Needless to say, I was outraged. I felt like a kid hearing that Santa Claus doesn’t really exist. What were they going to tell me next? What other lies had I been swallowing in school? Was two plus two ever really four? Were sentences that ended with a preposition really that big of a problem?
My only way to deal with this anger was to use that semester’s Independent Study project to learn as much as I could about the hidden world of particle physics. What I discovered was amazing. There is a whole zoo of ‘fundamental’ particles, with all kinds of bizarre names: neutrinos and charm quarks, pions and mesons… even the legendary “God Particle” — the Higgs boson, which is still being hunted for today in the world’s largest and most expensive science experiment (the Large Hadron Collider in Geneva) and whose discovery would finally tie every force we know of into one neat package.

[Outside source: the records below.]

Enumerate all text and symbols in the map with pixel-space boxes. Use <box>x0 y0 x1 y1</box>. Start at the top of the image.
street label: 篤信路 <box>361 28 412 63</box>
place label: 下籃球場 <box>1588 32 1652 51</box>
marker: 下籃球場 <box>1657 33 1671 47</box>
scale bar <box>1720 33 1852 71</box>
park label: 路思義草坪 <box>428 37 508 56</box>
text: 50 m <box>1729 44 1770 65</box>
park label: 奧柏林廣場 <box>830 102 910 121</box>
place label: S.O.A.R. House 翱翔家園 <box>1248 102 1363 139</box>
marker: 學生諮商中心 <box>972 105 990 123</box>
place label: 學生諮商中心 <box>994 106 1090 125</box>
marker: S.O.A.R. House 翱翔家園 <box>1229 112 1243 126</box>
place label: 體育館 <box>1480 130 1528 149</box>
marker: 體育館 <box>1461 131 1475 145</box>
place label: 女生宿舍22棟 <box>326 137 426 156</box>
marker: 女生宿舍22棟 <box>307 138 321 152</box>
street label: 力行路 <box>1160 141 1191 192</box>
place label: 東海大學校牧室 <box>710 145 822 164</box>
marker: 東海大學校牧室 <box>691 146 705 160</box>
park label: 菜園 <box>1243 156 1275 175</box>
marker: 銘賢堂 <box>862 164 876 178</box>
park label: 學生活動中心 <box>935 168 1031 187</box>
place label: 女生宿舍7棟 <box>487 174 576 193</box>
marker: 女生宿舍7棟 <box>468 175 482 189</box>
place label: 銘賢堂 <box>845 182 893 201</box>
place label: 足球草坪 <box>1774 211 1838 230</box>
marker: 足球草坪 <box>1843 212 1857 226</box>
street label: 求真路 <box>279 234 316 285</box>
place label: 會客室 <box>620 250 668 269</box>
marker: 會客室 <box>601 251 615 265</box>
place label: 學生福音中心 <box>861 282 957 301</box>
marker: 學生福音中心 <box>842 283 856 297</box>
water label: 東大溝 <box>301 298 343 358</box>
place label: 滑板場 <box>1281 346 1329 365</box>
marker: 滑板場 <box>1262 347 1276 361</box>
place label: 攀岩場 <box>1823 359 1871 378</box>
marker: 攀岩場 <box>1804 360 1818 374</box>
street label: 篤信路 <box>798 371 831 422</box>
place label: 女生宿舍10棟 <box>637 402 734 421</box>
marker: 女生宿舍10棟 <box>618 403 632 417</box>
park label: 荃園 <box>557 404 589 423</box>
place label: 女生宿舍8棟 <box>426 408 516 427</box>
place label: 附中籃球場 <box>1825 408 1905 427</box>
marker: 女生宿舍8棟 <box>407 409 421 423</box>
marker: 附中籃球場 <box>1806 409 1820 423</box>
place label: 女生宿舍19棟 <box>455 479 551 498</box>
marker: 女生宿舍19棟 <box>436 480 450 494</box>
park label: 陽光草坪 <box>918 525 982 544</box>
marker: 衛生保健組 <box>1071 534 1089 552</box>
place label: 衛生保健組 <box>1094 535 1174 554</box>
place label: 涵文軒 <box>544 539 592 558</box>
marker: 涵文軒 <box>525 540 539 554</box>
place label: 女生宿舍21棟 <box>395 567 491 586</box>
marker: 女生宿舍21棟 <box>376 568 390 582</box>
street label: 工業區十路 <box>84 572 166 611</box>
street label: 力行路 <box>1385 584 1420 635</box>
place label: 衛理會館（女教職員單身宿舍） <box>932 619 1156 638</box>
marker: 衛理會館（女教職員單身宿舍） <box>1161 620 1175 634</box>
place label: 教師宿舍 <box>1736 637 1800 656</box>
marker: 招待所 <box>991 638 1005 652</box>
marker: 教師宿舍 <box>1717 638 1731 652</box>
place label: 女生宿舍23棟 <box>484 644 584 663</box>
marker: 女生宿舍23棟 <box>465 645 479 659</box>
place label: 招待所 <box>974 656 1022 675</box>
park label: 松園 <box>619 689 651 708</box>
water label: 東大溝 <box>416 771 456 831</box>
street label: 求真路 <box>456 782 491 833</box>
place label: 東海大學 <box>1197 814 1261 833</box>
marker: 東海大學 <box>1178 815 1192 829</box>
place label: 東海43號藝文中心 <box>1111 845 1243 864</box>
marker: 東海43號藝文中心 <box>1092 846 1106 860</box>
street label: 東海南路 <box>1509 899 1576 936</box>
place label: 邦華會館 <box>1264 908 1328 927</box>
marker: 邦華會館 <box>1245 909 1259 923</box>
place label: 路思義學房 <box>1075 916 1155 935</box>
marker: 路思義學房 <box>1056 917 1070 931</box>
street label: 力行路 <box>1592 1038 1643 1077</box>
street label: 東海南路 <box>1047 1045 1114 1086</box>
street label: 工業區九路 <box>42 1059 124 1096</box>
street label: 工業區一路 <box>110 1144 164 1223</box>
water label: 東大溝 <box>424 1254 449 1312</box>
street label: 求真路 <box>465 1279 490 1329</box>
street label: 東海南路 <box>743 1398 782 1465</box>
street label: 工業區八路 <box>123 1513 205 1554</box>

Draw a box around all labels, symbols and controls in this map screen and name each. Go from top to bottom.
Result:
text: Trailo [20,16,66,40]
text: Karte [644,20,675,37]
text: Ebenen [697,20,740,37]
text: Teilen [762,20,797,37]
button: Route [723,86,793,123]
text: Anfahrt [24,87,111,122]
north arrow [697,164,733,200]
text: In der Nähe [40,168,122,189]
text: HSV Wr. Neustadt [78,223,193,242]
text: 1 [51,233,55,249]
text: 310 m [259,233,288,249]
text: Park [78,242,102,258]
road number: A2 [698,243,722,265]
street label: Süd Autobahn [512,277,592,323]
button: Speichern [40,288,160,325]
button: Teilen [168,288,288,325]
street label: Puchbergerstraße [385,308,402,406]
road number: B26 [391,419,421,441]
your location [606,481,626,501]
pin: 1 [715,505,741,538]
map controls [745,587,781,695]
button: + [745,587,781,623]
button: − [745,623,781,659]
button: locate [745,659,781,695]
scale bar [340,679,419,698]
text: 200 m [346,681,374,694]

This was my introduction to the majesty of physics, and it was a fitting one. The power of physics lies in its secrets: deeper truths buried just beneath the surface of everyday life, revealing an entire hidden framework for understanding the universe we live in.
I studied physics in university, then got into education as a way to share my passion and torment young people with difficult math problems. I soon learned that although most people dislike math, they get very excited to learn about how things really work — in other words, the conceptual side of physics. This website is my attempt to share the awesomeness without scaring people off by bringing math into it.
Of course, if you’re reading this and have any knowledge of physics as a discipline, you’ll see one big problem immediately: physics, at its heart, is mathematical, not conceptual. Probably the best way to define the field is as a collection of mathematical models which closely resemble our observations of reality. Often, trying to describe physical principles in words is an exercise in frustration — the Schrödinger Wave Equation, for example, is famous for engendering vague or even misleading descriptions. It’s a formula, and when you plug the numbers into it, you can make accurate numerical predictions. The language of words was never intended to describe mathematics — that’s why we had to invent math in the first place.
Nevertheless, people have been trying to figure out exactly what these formulas describe for a long time. And as long as we both remember the limitations of what we’re doing here, we can still gain access to some of the most exciting scientific discoveries ever made. We’ll talk about black holes, the Big Bang, quantum physics, and all kinds of crazy stuff.
So I invite you to stay with me. I’m certain it will be worth your time.